● Exercise:
Track down each line below containing the string "송추기사식당" and copy it.

*** Exercise input ***

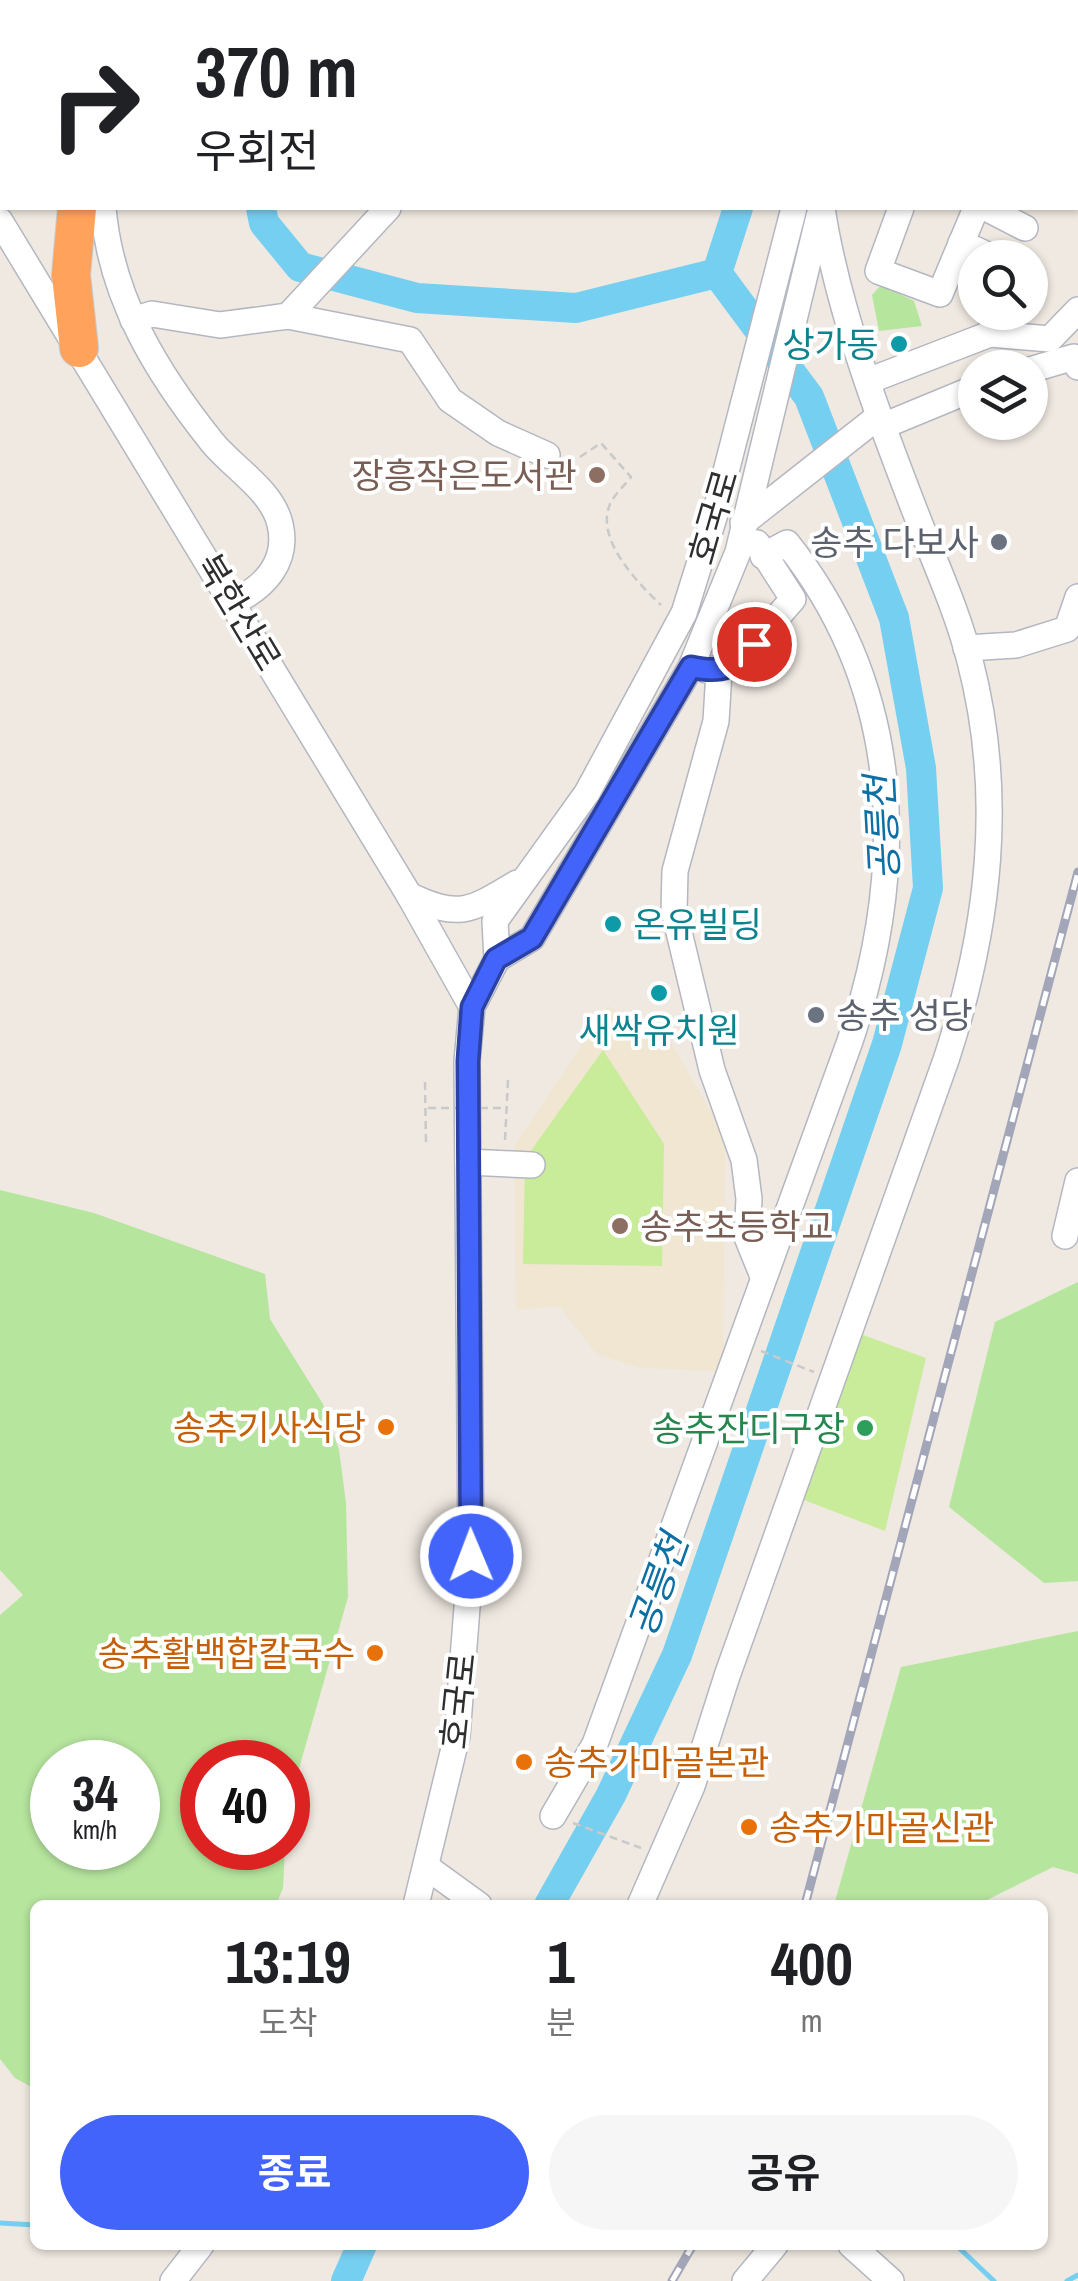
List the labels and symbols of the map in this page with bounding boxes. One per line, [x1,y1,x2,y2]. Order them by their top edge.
place label: 상가동 [782,321,879,368]
marker: 상가동 [888,333,910,355]
place label: 장흥작은도서관 [352,452,577,499]
marker: 장흥작은도서관 [586,464,608,486]
street label: 호국로 [677,464,749,570]
place label: 송추 다보사 [810,519,979,566]
marker: 송추 다보사 [988,531,1010,553]
street label: 북한산로 [186,545,292,679]
pin [712,602,797,687]
water label: 공릉천 [854,770,910,882]
place label: 온유빌딩 [633,901,762,948]
marker: 온유빌딩 [602,913,624,935]
marker: 새싹유치원 [648,982,670,1004]
place label: 송추 성당 [836,992,973,1039]
marker: 송추 성당 [805,1004,827,1026]
place label: 새싹유치원 [578,1007,740,1054]
place label: 송추초등학교 [640,1203,833,1250]
marker: 송추초등학교 [609,1215,631,1237]
place label: 송추기사식당 [173,1404,366,1451]
place label: 송추잔디구장 [652,1405,845,1452]
marker: 송추기사식당 [375,1416,397,1438]
marker: 송추잔디구장 [854,1417,876,1439]
position arrow [419,1504,523,1608]
water label: 공릉천 [616,1523,701,1643]
place label: 송추활백합칼국수 [97,1630,355,1677]
marker: 송추활백합칼국수 [364,1642,386,1664]
street label: 호국로 [430,1651,486,1751]
place label: 송추가마골본관 [544,1739,769,1786]
speed limit sign: 40 [180,1740,310,1870]
marker: 송추가마골본관 [513,1751,535,1773]
place label: 송추가마골신관 [769,1804,994,1851]
marker: 송추가마골신관 [738,1816,760,1838]

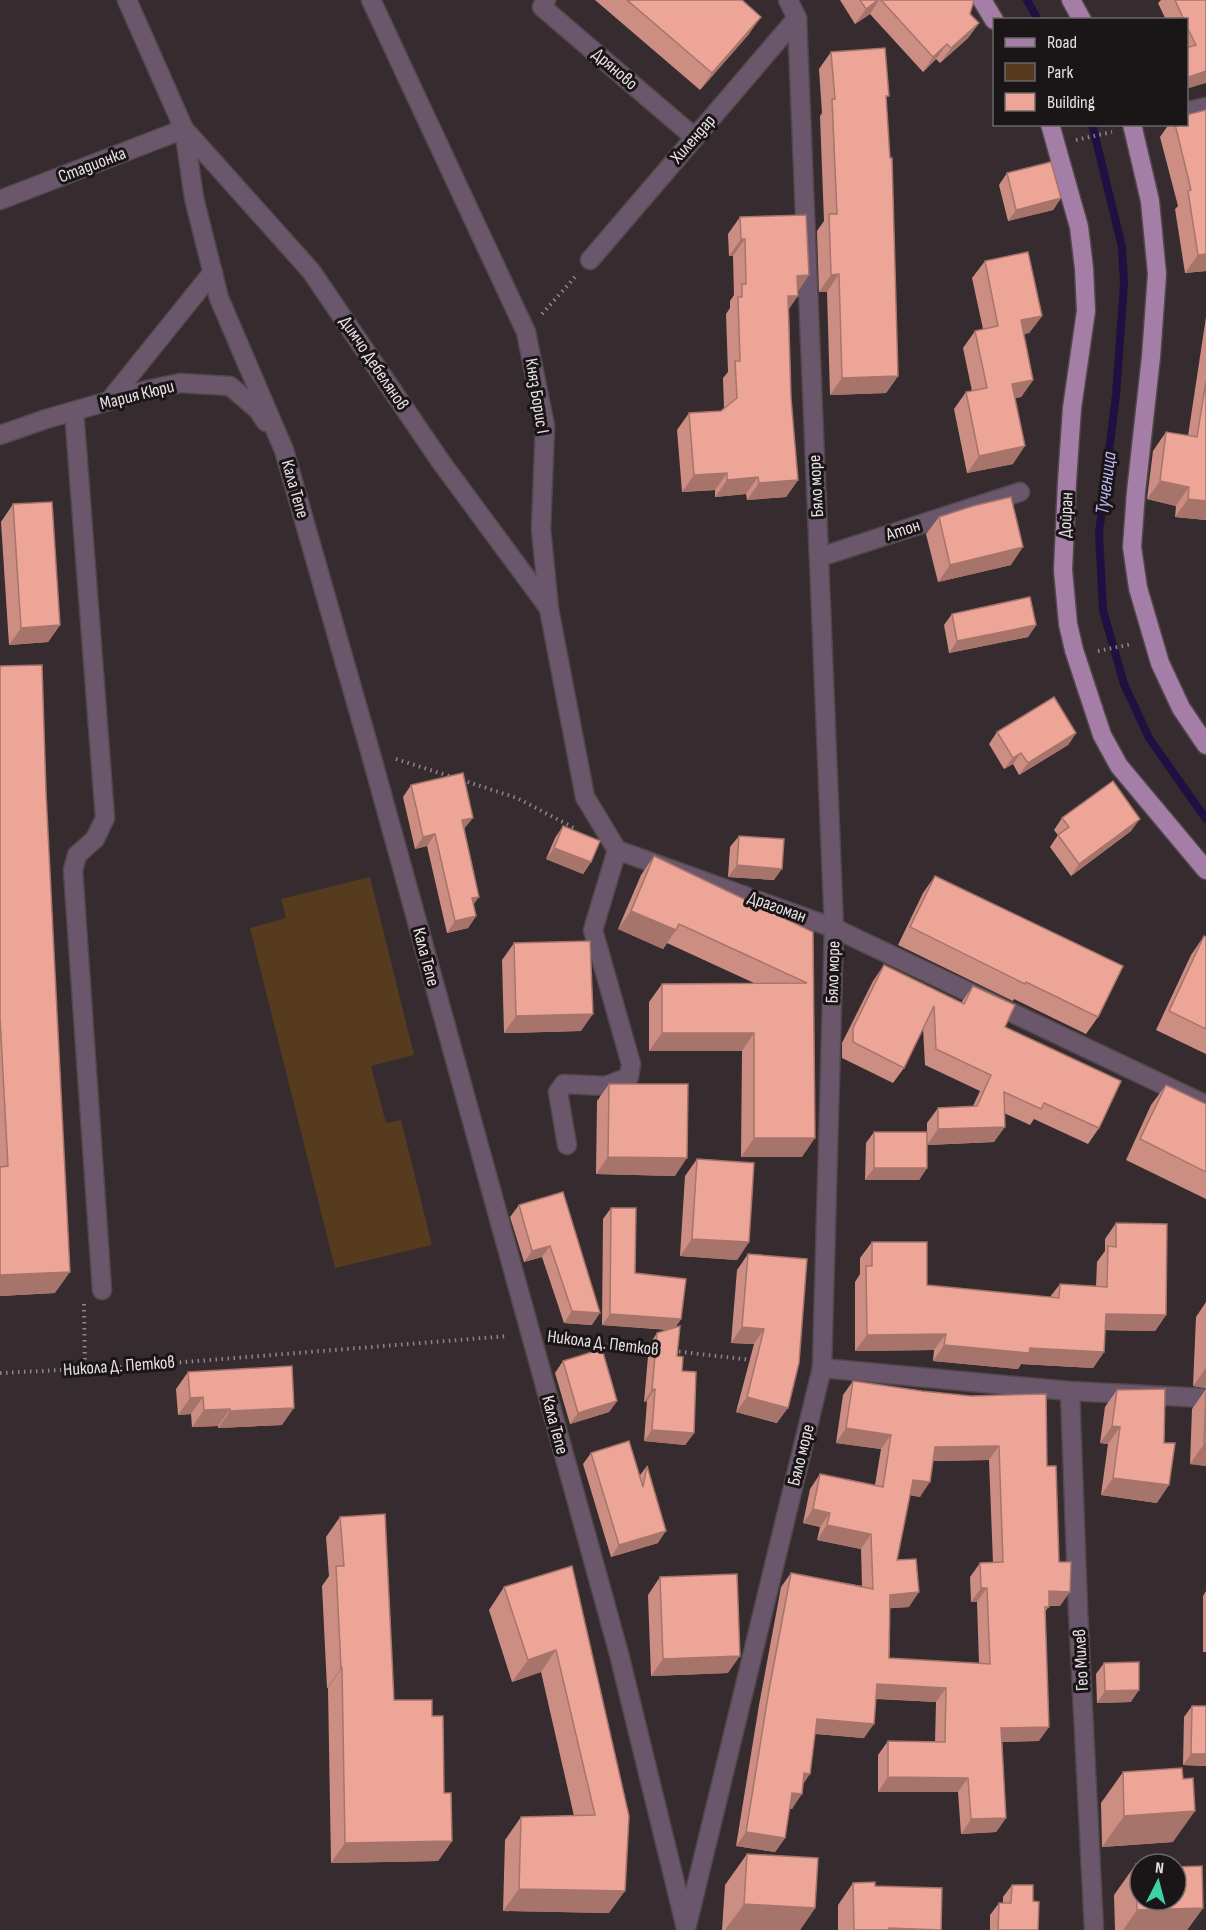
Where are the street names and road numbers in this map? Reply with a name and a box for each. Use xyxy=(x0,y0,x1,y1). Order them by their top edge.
street label: Дряново xyxy=(588,44,642,94)
street label: Хилендар xyxy=(665,110,720,169)
street label: Стадионка xyxy=(55,142,129,187)
street label: Димчо Дебелянов xyxy=(335,312,413,414)
street label: Княз Борис I xyxy=(521,357,553,435)
street label: Мария Кюри xyxy=(98,376,176,414)
street label: Бяло море xyxy=(804,454,828,518)
street label: Кала Тепе xyxy=(277,457,313,521)
street label: Дойран xyxy=(1054,492,1078,538)
street label: Атон xyxy=(882,515,923,546)
street label: Драгоман xyxy=(745,887,809,927)
street label: Кала Тепе xyxy=(408,925,444,989)
street label: Бяло море xyxy=(821,940,845,1004)
street label: Никола Д. Петков xyxy=(546,1326,660,1360)
street label: Никола Д. Петков xyxy=(62,1352,176,1380)
street label: Кала Тепе xyxy=(537,1393,573,1457)
street label: Бяло море xyxy=(783,1422,819,1488)
street label: Гео Милев xyxy=(1069,1628,1093,1692)

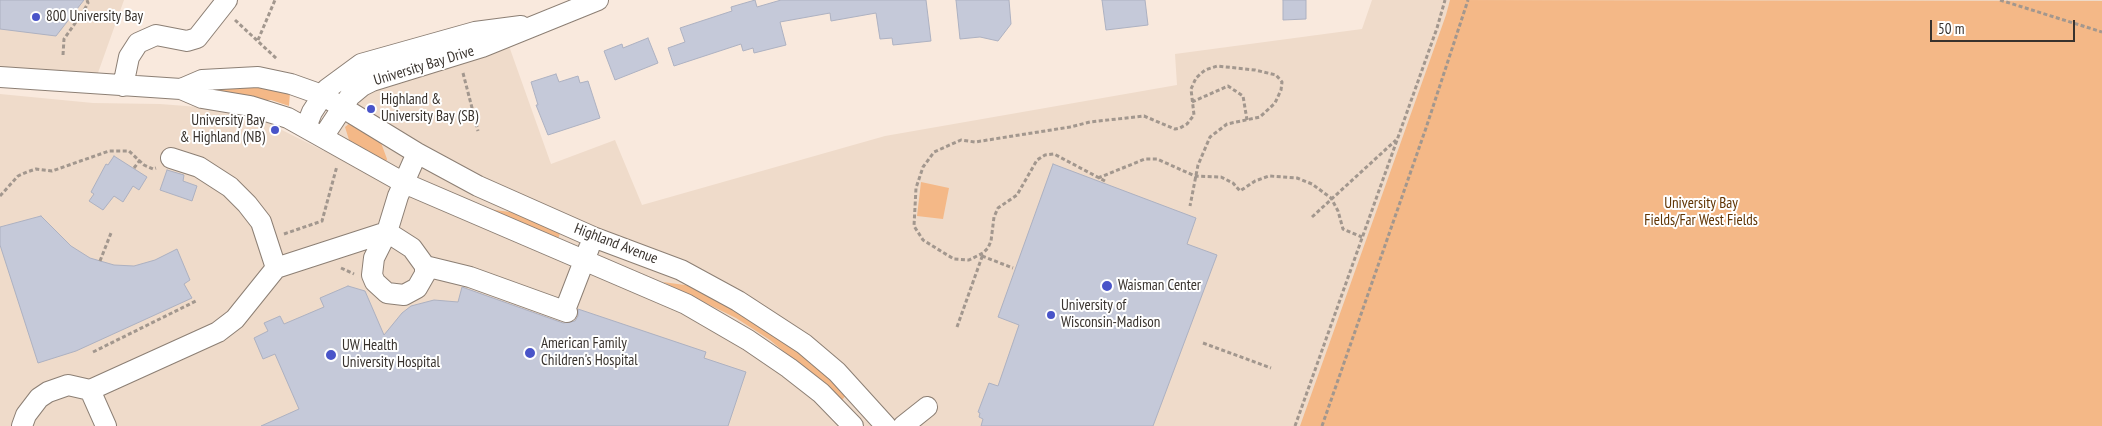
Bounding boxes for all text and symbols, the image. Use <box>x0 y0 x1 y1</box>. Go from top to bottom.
place label: 800 University Bay <box>46 8 143 26</box>
scale bar <box>1932 10 2077 42</box>
marker: 800 University Bay <box>30 11 42 23</box>
text: 50 m <box>1938 19 1964 38</box>
street label: University Bay Drive <box>372 42 476 90</box>
place label: Highland & University Bay (SB) <box>381 91 478 126</box>
marker: Highland & University Bay (SB) <box>365 103 377 115</box>
place label: University Bay & Highland (NB) <box>180 112 265 147</box>
marker: University Bay & Highland (NB) <box>269 124 281 136</box>
park label: University Bay Fields/Far West Fields <box>1644 195 1758 230</box>
street label: Highland Avenue <box>572 220 660 268</box>
place label: Waisman Center <box>1118 277 1201 295</box>
marker: Waisman Center <box>1100 279 1114 293</box>
place label: University of Wisconsin-Madison <box>1061 297 1160 332</box>
marker: University of Wisconsin-Madison <box>1045 309 1057 321</box>
place label: American Family Children's Hospital <box>541 335 638 370</box>
place label: UW Health University Hospital <box>342 337 440 372</box>
marker: American Family Children's Hospital <box>523 346 537 360</box>
marker: UW Health University Hospital <box>324 348 338 362</box>

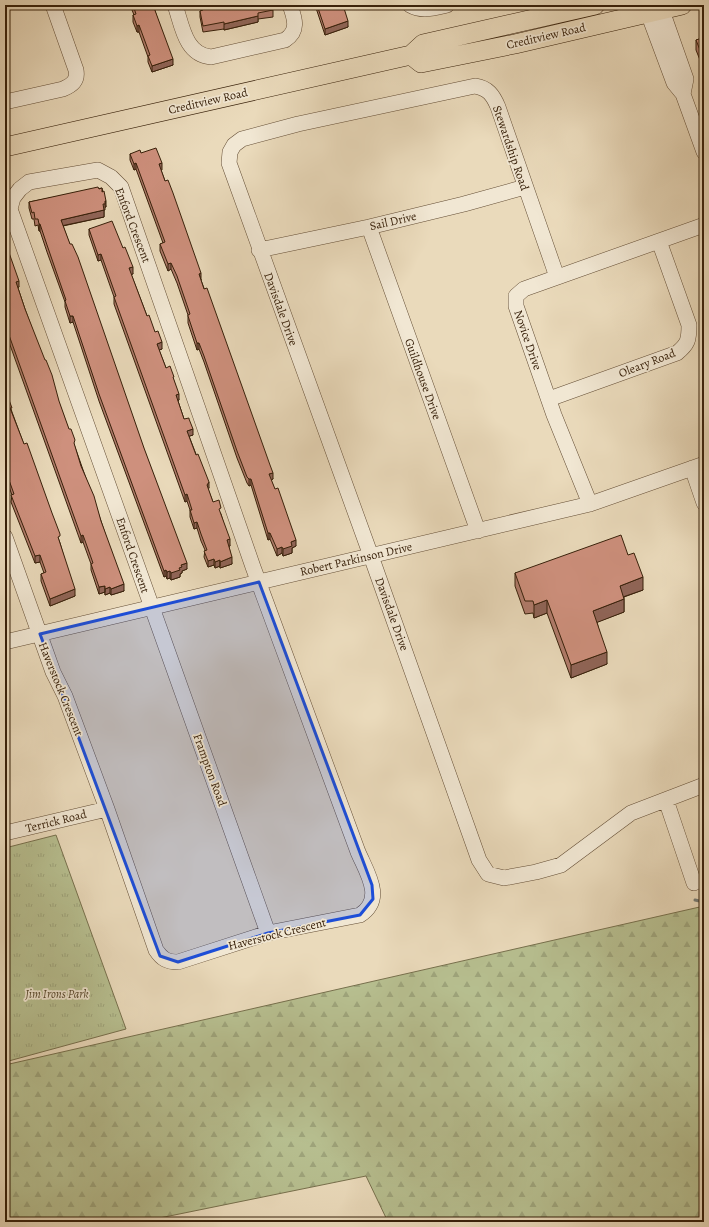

*** End of Exercise input ***

● Written solution:
place label: 송추기사식당 [173,1404,366,1451]
marker: 송추기사식당 [375,1416,397,1438]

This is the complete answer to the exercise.